I have read with interest your two essays on secular songs in The Sacred Harp. They address some interesting points, and, no doubt, some things that are currently on the minds of singers.

I have taken a look at this from a similar but slightly different angle. I looked at the new songs by living composers which were added to the 1991 and 2025 editions of The Sacred Harp. Rather than secular and sacred, I divided the texts into 3 categories: (1) texts that might be generally accepted in principle by singers with any religion or no religion; (2) texts that might be generally accepted in principle by singers who believe in “God” or a higher power, though not necessarily the Christian God; (3) texts that might not be generally or readily accepted as truth by those who are not Christians.

I won’t go into great detail at this time, since it is getting late, but briefly, the first category would be texts such as “Death has laid them down to slumber…” which you mentioned in the second essay, or perhaps “My days are as the grass.” Many, even non-religious people, well understand that our time on earth fleeting and will end in death. There will be no argument against this being true.

In the second group I looked at songs I thought were clear about a God, sovereign, or higher power, but did not land specifically on New Testament themes. These might be acceptable to folks with a wider range of theistic beliefs than songs in the third category, which would require acknowledging they are about Jesus as God, Saviour, Messiah, etc.
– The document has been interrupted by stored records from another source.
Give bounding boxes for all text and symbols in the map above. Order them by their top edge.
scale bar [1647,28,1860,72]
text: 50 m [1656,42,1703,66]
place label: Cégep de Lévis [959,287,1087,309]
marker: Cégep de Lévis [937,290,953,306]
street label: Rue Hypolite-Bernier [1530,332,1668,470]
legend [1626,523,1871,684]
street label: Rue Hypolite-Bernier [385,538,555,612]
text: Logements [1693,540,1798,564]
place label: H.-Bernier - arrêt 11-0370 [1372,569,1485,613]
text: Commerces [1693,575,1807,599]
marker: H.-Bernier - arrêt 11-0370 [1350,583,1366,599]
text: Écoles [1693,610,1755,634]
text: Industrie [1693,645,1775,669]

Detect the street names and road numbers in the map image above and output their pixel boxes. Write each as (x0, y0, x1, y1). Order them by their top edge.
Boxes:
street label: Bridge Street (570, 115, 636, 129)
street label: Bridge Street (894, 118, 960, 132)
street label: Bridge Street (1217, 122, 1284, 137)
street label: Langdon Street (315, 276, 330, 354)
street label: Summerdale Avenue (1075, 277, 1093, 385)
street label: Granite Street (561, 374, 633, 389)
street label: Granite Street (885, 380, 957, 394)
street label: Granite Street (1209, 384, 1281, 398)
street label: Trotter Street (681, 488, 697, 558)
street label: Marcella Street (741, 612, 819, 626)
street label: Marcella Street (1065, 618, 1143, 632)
So, my results were of songs by living composers in 2025: Category 1, 12 songs; Category 2, 38 songs; Category 3, 31. Looking at it this way, 62% of the new songs tend toward more generic texts, that might facilitate being acceptable to non-Christians. I used this same idea to look at the songs by living composers added in 1991. I do not have an official list but I located 38 songs by 22 living composers. Of these 38, I found zero that I thought fit Category 1, and 12 in Category 2. The rest would be Category 3. Looking at it this way, the percentage of less specific songs in 1991 (32%) is about half that of 2025 (62%).

There is a certain degree of subjectivity in what we are doing; and this does not address the context of the texts (i.e., the rest of a hymn that is not included), nor does it address what the composers intended to convey with their textual choices (re, e.g., your discussion of Billings’s art music versus religious music).

Sincerely,
Robert Vaughn 
Mount Enterprise, TX
Ask for the old paths, where is the good way
For ask now of the days that are past...
Give ear, all ye inhabitants of the land.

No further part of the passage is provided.